» Problem
Which lines of the records below contain the word "canvas"? Report each of them in full.

(Collected data)

---------------

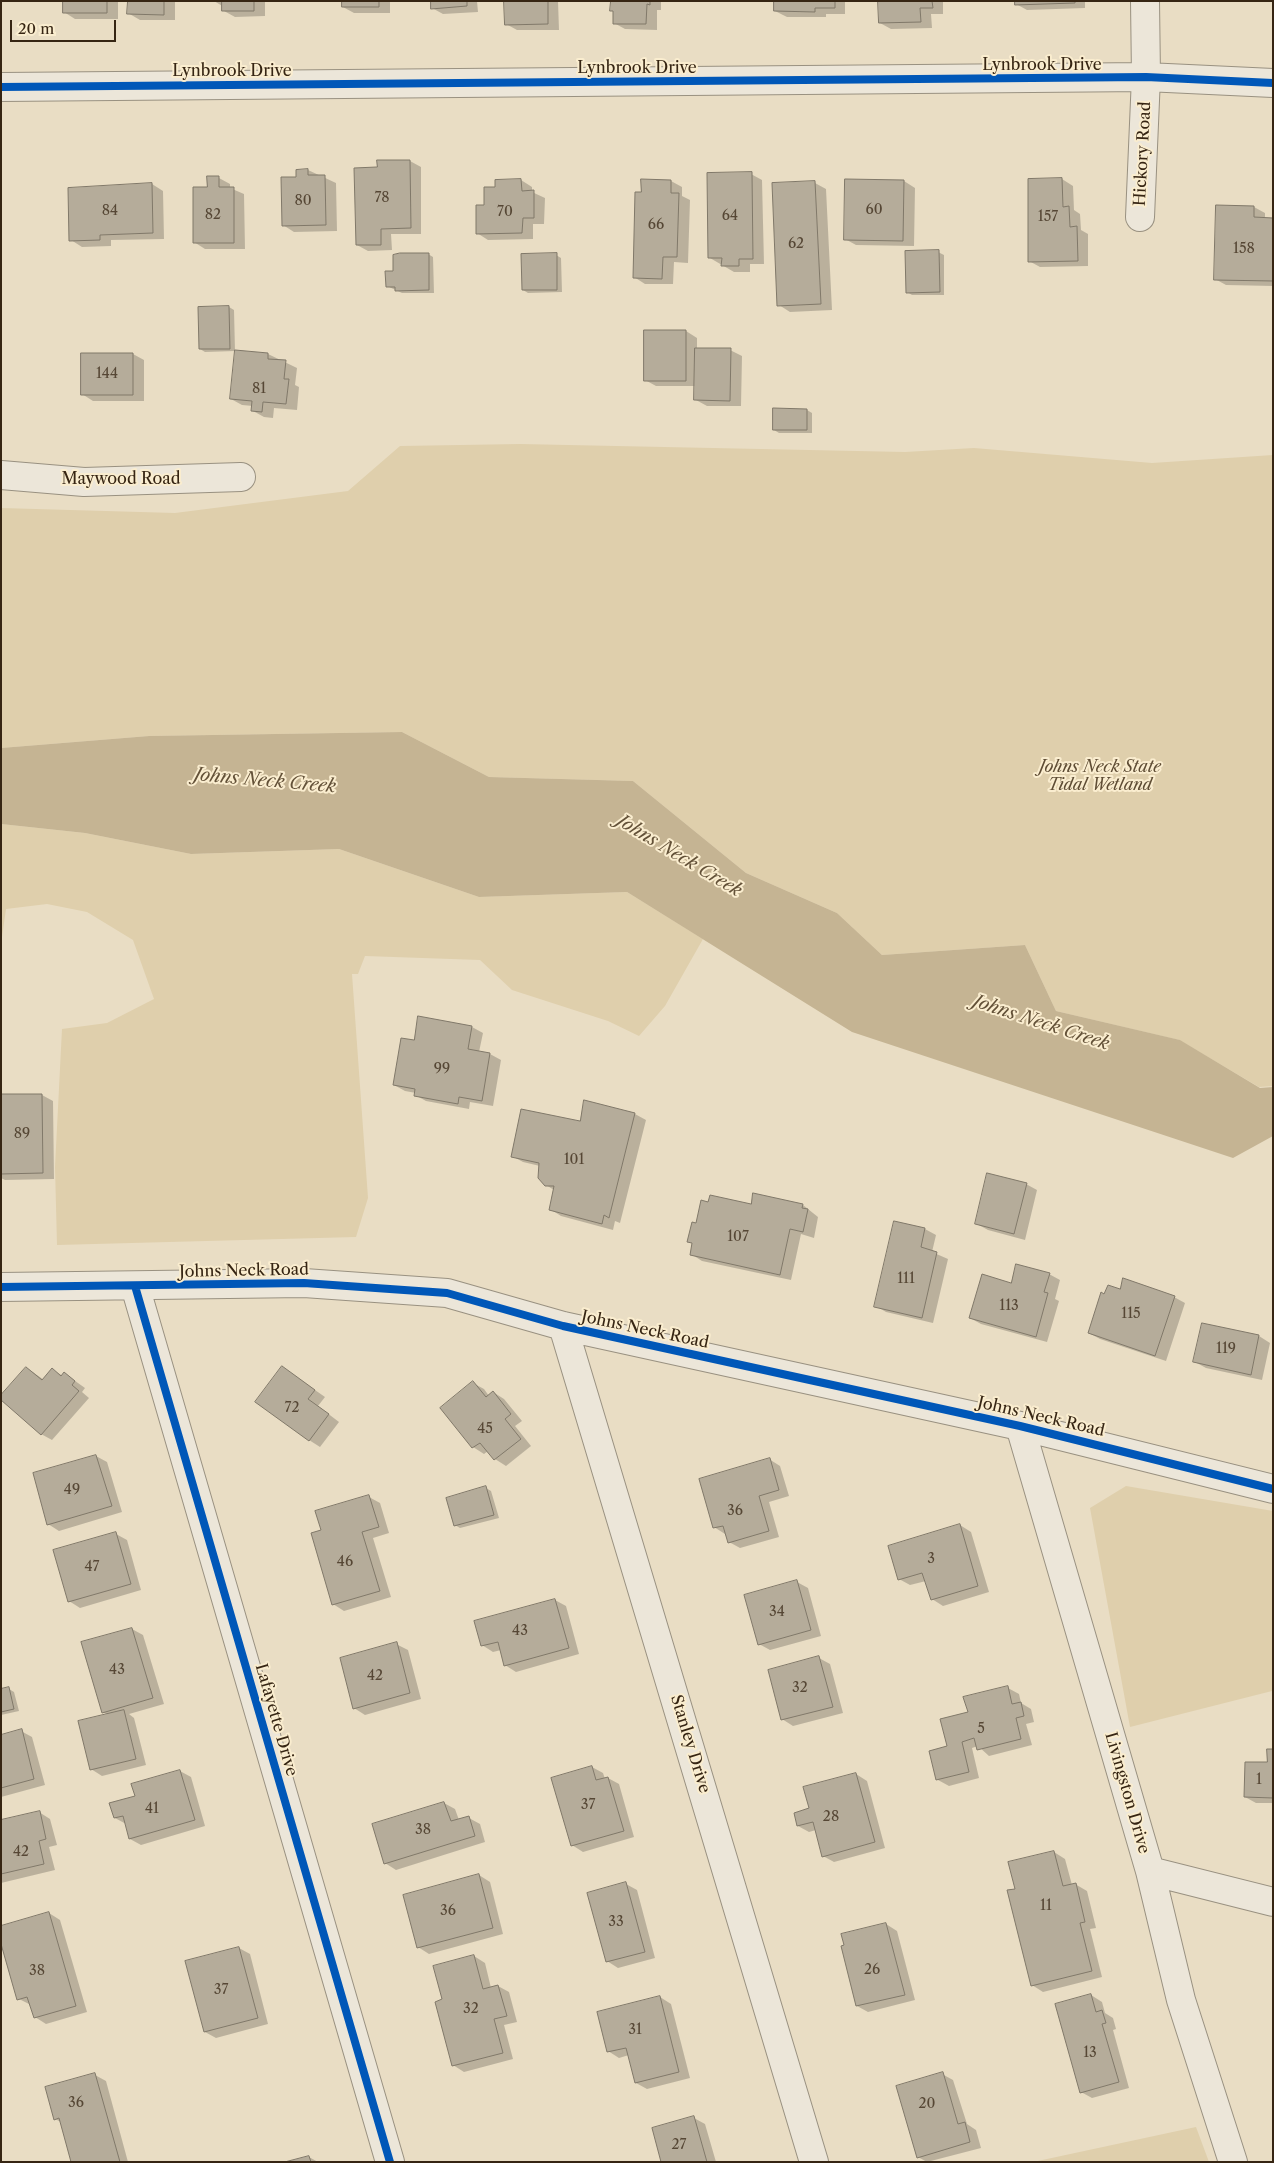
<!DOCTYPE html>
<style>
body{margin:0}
#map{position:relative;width:1274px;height:2163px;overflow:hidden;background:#e9ddc4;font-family:"Libre Caslon Text",serif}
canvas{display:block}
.frame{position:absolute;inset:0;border:2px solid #362513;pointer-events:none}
.scale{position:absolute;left:10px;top:20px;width:106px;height:22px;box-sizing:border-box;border:2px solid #362513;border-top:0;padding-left:6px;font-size:15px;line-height:18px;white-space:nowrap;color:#362513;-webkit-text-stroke:4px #faedcf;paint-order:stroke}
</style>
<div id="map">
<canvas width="1274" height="2163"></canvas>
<div class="frame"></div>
<div class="scale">20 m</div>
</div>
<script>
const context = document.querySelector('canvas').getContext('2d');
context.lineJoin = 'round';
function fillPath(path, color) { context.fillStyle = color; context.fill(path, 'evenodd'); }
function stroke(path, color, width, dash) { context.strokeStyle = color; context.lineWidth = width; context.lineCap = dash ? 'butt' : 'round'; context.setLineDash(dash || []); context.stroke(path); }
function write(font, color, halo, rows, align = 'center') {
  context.font = font + ' "Libre Caslon Text",serif'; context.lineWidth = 4; context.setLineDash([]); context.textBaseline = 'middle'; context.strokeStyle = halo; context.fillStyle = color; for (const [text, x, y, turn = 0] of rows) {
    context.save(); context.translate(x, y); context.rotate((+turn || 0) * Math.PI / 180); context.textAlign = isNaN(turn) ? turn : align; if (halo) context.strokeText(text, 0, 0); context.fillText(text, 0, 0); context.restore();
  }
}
fillPath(new Path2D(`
 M520,444L905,452L974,448L1152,463L1273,455V1086L1259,1087L1179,1040L1056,1011L1025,945L882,955L837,913L746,873L633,781L489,777L402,732L149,736L1,748V508L175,513L348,491L400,446Z
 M1,824L85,833L191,854L339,849L479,897L627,892L703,939L665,1006L639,1036L608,1021L512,990L480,960L365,956L358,974H352L368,1198L356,1237L57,1245L55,1167L62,1029L107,1023L154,999L133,940L87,912L47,904L6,909L1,944Z
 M1126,1486L1273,1511L1272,1691L1130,1727L1090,1508Z
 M1196,2127L1209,2162H1033Z`), '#dfcfac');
fillPath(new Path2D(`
 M402,732L489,777L633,781L746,873L837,913L882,955L1025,945L1056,1011L1180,1040L1260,1088L1273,1087V1136L1233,1158L852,1032L627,892L479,897L339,849L191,854L85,833L1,824V748L149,736Z`), '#c5b493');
fillPath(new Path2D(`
 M64,1H118V19H75L64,12Z
 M129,1H175V20H140L128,13Z
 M214,1H265V16L235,17L224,11V7Z
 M343,1H390V13H354L343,7Z
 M432,1H477L478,12L443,14L432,8Z
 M506,1H558L559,30H517L506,24Z
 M612,1H661V10H657V30L625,29L614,23Z
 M776,1H845V14H826V17H787L775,11Z
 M880,1H943V14H931L932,28L891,29L880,23Z
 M1016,1H1085V8L1027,10L1016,4Z
 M410,161L421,167V234H391L392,250L368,251L357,245Z
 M308,170L336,183L337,231L294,232L283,225L297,178Z
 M751,174L762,180L764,264H750V272H734L710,258Z
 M219,178L230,184V188L244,194L245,249H205L194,242L208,188Z
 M1062,179L1073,186L1074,210L1080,214L1081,230L1088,234V266L1040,267L1029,261Z
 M521,180L532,187V192L545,198L544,224H533V239L488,240L477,233L486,206L496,188Z
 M671,181L682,187V196L690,200L688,263L674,262L673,284H645L634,277L642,193Z
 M904,181L915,188L914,246L856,245L845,239Z
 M815,183L826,189L832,310L790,312L779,305L773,185Z
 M152,184L163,191L164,239L111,240V246L82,247L71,240Z
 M1254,207L1265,213V219H1273V286L1226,285L1215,279Z
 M938,252L944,255V295H912L907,292Z
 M428,254L433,257L434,293H402L387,286L395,272Z
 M556,255L561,258L562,292L528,293L523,290Z
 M229,307L234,310L235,351L205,352L200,349Z
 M686,331L697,338V349L730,350L742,356L741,406H707L696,400V386H656L645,380Z
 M133,354L144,360V401H93L82,394Z
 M268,354L297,368L295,385L299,387L297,410L274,408L273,418L264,417L253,411V406L242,405L231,399Z
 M774,410H807L812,413V433H779L774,430Z
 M472,1027L483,1033L479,1052L490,1054L501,1060L493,1106L470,1102L469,1109L426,1101L415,1095L416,1093L405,1091L394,1085L415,1041Z
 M1,1095H42L53,1101L54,1179L5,1180L1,1178Z
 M585,1102L635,1114L646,1120L620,1223L615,1221L613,1230L561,1216L550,1209L554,1190L546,1185L540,1166L523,1162L512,1156L581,1122Z
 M1026,1184L1037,1190L1025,1240L988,1230L977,1224Z
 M803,1205L818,1217L814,1238L801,1234L791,1280L702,1261L691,1254L693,1244L689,1241L697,1224L752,1206Z
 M895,1222L925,1229L936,1235L932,1252L948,1259L933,1323L886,1312L876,1306Z
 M1049,1274L1060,1280L1055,1299L1059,1301L1047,1342L981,1324L970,1318L1012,1284Z
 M1120,1291L1174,1297L1185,1303L1166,1361L1100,1339L1089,1333L1105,1296Z
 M1259,1336L1270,1343L1262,1380L1206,1368L1195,1362Z
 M282,1367L325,1397L318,1406L339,1422L320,1447L309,1440Z
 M27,1368L44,1380L53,1370L63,1376L64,1373L85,1388L82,1392L89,1398L52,1440L41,1434Z
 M473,1383L484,1389L489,1396L493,1392L504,1399L522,1421L515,1426L531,1446L506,1466L495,1459L488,1451L484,1454L473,1447Z
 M96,1456L107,1462L122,1512L59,1531L48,1524L34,1474Z
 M769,1459L780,1466L789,1496L769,1502L779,1537L740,1548L729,1542L725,1534L714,1527Z
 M486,1488L491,1491L499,1518L460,1528L455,1525Z
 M369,1497L380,1503L389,1533L373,1538L391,1597L344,1611L333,1604L322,1531Z
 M960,1525L971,1532L989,1592L943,1606L932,1599L926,1581L910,1585L899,1579Z
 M116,1534L127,1540L141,1590L80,1608L69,1601Z
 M797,1582L808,1588L821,1636L770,1650L759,1644Z
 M555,1600L566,1606L579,1654L516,1672L505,1665L501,1650L493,1652L482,1645Z
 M132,1629L143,1635L164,1704L129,1714L134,1718L146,1765L102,1776L91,1769L108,1715L103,1712L83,1643Z
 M396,1644L408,1650L421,1699L365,1715L354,1708Z
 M819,1658L830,1664L843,1713L793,1726L782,1719Z
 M1,1684L3,1690L9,1689L14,1692L19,1711L1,1715Z
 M1008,1688L1019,1694L1021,1703L1031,1709L1034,1722L1026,1724L1032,1745L989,1756L978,1746L972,1748L979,1778L949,1786L938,1780L948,1747Z
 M21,1731L32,1737L45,1785L1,1797V1736Z
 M1273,1750V1803H1256L1245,1797L1268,1763Z
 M592,1767L603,1773L605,1779L608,1778L619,1784L634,1837L583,1852L572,1845Z
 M180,1771L191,1777L205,1826L141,1845L130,1839L126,1824L115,1818L136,1797Z
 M856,1774L867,1781L885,1848L834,1862L823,1856L816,1830L809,1832L798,1826L811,1809Z
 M444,1803L455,1809L459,1820L469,1818L480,1824L485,1842L396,1870L385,1863Z
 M39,1812L50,1819L57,1845L49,1847L55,1870L1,1883V1821Z
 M1054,1852L1065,1859L1072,1885L1075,1884L1087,1891L1096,1928L1090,1929L1102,1977L1043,1992L1032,1985L1016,1890Z
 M479,1875L490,1882L503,1934L429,1954L418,1947Z
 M626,1884L637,1890L655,1958L618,1968L607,1961Z
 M49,1913L60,1920L87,2012L46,2024L35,2017L31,2005L19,1999Z
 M886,1924L897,1931L915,2000L868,2012L857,2006Z
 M239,1948L250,1954L268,2024L216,2038L205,2032Z
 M474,1956L485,1963L491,1988L498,1986L509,1992L517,2022L504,2025L513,2059L464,2072L453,2065L444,2000Z
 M1091,1995L1102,2002L1105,2013L1113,2018L1116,2029L1113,2030L1129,2088L1092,2098L1081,2092Z
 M660,1997L671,2004L690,2078L647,2089L636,2083L629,2055L619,2058L608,2051Z
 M942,2074L953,2080L967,2124L976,2130L981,2148L927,2162L918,2157Z
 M95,2075L106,2081L128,2162H72L61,2122L55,2119Z
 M694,2118L705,2124L716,2162H662Z
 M309,2157L318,2162H290Z`), '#0003');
const building = new Path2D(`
 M63,1H107V13H63Z
 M128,1H164V15L127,14Z
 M222,1H254V11H222Z
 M342,1H379V7H342Z
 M431,1H467V6L431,9Z
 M504,1H548V24L505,25Z
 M611,1H650V5L647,4L646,24H613V11H610Z
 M774,1H835V8H815V12L774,11Z
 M878,1H932L933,8H920L921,22L879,23Z
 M1015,1H1075V3L1015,5Z
 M377,160H410L411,228L381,229V245H356L354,168L377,167Z
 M308,169V175H325L326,225L282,226L281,177H296V170Z
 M752,172L753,259H739V266H721L722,258H708L707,173Z
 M207,176H219V187H234V243H193V187H207Z
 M1062,178L1063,207L1069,206L1070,227L1077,226L1078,261L1028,262V179Z
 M521,179L522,191L534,190V218H523L522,233L476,234V205H484V187H495V180Z
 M641,179L671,180V193H679L677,257H663L662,279L633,278L635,192H641Z
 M845,179L904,180L903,241L844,240Z
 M815,181L821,304L777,306L772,183Z
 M152,183L153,233L100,235V240L69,241L68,188Z
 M1216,205L1254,206V217L1273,218V281L1214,280Z
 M939,250L940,292L906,293L905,251Z
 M400,253H429V290L395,291V287H386L385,271H393V255Z
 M557,253V290H522L521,254Z
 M229,306L230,349H199L198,307Z
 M644,330H686V381H644Z
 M695,348H731L730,401L694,400Z
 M235,350L268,353V359L286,360L284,379H289L286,404L263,402L262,412L251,411L252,401L230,399Z
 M81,353H133V395H81Z
 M773,408L807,409V430H773Z
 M418,1016L472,1026L468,1049L490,1053L482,1101L459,1097L458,1104L414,1096L415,1089L393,1085L401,1038L414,1040Z
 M1,1094H42L43,1173L1,1174Z
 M584,1100L635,1113L609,1218L604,1215L602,1224L549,1210L554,1186H545L538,1178L539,1163L511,1157L521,1109L580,1121Z
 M987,1173L1027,1183L1014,1234L975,1224Z
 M753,1193L803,1204L802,1208L808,1209L803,1232L790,1229L780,1275L690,1255L692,1243L687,1242L692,1222L696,1223L701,1200L708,1202L710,1195L751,1204Z
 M894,1221L925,1228L921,1247L937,1252L922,1318L874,1307Z
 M1016,1264L1050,1273L1044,1292L1048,1293L1036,1337L969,1318L982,1274L1011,1283Z
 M1123,1278L1175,1296L1155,1356L1088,1333L1101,1292L1104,1294L1108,1285L1120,1289Z
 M1202,1323L1259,1335L1251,1375L1193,1362Z
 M282,1366L315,1390L308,1399L329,1414L309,1441L255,1402Z
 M26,1367L42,1380L52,1368L61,1376L64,1372L75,1381L72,1385L79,1391L41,1435L1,1400V1395Z
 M473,1381L486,1397L493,1391L511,1414L505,1419L521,1439L494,1460L480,1443L472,1448L440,1408Z
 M96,1455L112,1506L47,1525L33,1473Z
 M770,1458L779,1490L759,1496L769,1531L728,1543L723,1526L713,1528L699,1479Z
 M486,1486L494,1515L454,1526L446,1498Z
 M369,1495L379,1527L362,1532L380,1591L332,1605L311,1533L321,1530L315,1511Z
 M960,1524L978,1586L931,1600L922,1573L898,1580L888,1546Z
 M116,1532L131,1584L68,1602L53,1550Z
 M797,1580L811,1630L758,1645L744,1595Z
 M555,1599L569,1648L504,1666L498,1642L481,1646L474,1621Z
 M132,1628L153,1698L102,1713L81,1642Z
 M397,1642L410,1693L353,1709L340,1658Z
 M819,1656L833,1707L781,1720L768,1670Z
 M1008,1686L1012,1704L1021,1702L1024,1716L1016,1718L1021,1739L977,1750L974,1738L962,1742L969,1772L936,1780L929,1751L947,1746L940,1719L968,1712L963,1697Z
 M9,1687L14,1709L1,1712V1689Z
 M124,1710L136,1759L90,1770L78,1721Z
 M22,1729L34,1779L1,1788V1735Z
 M1267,1749H1273V1798L1244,1797L1245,1762H1267Z
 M592,1766L596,1780L608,1777L624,1831L571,1846L551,1778Z
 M180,1770L195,1820L129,1839L123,1816L114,1818L109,1803L135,1796L131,1784Z
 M856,1773L875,1842L822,1857L813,1822L797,1826L794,1813L809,1808L803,1787Z
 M444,1802L451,1821L469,1816L475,1836L384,1864L372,1824Z
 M40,1811L46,1839L39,1841L44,1864L1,1874V1820Z
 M1054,1851L1063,1886L1076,1883L1085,1922L1080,1923L1092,1971L1031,1986L1007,1890L1015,1889L1008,1862Z
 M479,1874L493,1928L417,1948L403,1895Z
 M626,1882L645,1952L606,1962L587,1893Z
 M49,1912L76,2006L34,2018L27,1997L17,2000L1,1944V1926Z
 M886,1923L905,1995L856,2006L841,1946L844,1945L841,1934Z
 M239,1947L258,2018L204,2032L185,1961Z
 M474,1955L483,1989L498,1985L507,2016L494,2019L503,2053L452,2066L435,2002L442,1999L433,1966Z
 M1091,1994L1096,2012L1102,2010L1106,2023L1102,2024L1119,2082L1080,2093L1055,2004Z
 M660,1996L679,2072L635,2083L626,2048L607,2052L597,2012Z
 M943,2072L958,2124L965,2122L970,2142L917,2158L896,2086Z
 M95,2073L120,2162H71L59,2118L54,2120L45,2087Z
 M694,2116L707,2162H661L652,2128Z
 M309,2156L311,2162H285Z`);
fillPath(building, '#b5ac9a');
stroke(building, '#807869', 1);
const street = new Path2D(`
 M1,87L1146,77L1273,83
 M1140,217L1146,77L1145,1
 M1,475L84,482L241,477
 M135,1286L390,2162
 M1,1287L304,1283L447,1293L563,1326L1020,1426L1273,1489
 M563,1326L814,2162
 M1020,1426L1150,1871L1181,2000L1233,2162
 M1150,1871L1273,1902`);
stroke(street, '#999181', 30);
stroke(street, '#ece6d9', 28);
stroke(new Path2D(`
 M1,87L1146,77L1273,83
 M135,1286L390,2162
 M1,1287L304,1283L447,1293L563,1326L1020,1426L1273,1489`), '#0057b8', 8);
write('14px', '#564735', null, [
 ["78",382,198],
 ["80",303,201],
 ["60",874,210],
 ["84",110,211],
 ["70",505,212],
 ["82",213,215],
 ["64",730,216],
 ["157",1048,217],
 ["66",656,225],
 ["62",796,244],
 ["158",1244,249],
 ["144",107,374],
 ["81",259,389],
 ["99",442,1069],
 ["89",22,1134],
 ["101",574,1160],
 ["107",738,1237],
 ["111",906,1279],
 ["113",1009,1306],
 ["115",1131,1314],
 ["119",1226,1349],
 ["72",292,1408],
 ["45",485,1429],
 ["49",72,1490],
 ["36",735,1511],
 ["3",931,1559],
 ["46",345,1562],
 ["47",92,1567],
 ["34",777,1612],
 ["43",520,1631],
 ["43",117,1670],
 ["42",375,1676],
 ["32",800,1688],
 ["5",981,1729],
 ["1",1259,1780],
 ["37",588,1805],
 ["41",152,1809],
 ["28",831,1817],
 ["38",423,1830],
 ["42",21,1852],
 ["11",1046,1906],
 ["36",448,1911],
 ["33",616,1922],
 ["26",872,1970],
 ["38",37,1971],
 ["37",221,1990],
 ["32",471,2009],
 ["31",635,2030],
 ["13",1090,2053],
 ["36",76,2103],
 ["20",927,2104],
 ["27",679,2145]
]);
write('16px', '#362513', '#faedcf', [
 ["Lynbrook Drive",1042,65],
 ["Lynbrook Drive",637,68],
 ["Lynbrook Drive",232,71],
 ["Hickory Road",1143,154,-87],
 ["Maywood Road",121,479],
 ["Johns Neck Road",244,1271,-1],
 ["Johns Neck Road",645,1330,12],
 ["Johns Neck Road",1041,1417,13],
 ["Lafayette Drive",276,1720,74],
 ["Stanley Drive",690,1744,73],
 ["Livingston Drive",1127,1793,74]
]);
write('italic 16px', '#5e4c34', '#faedcf', [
 ["Johns Neck State",1100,767],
 ["Tidal Wetland",1100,785]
]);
write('italic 18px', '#635138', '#faedcf', [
 ["Johns Neck Creek",265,781,5],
 ["Johns Neck Creek",679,856,31],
 ["Johns Neck Creek",1041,1023,18]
]);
</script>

---------------

» Output for this exercise
canvas{display:block}
<canvas width="1274" height="2163"></canvas>
const context = document.querySelector('canvas').getContext('2d');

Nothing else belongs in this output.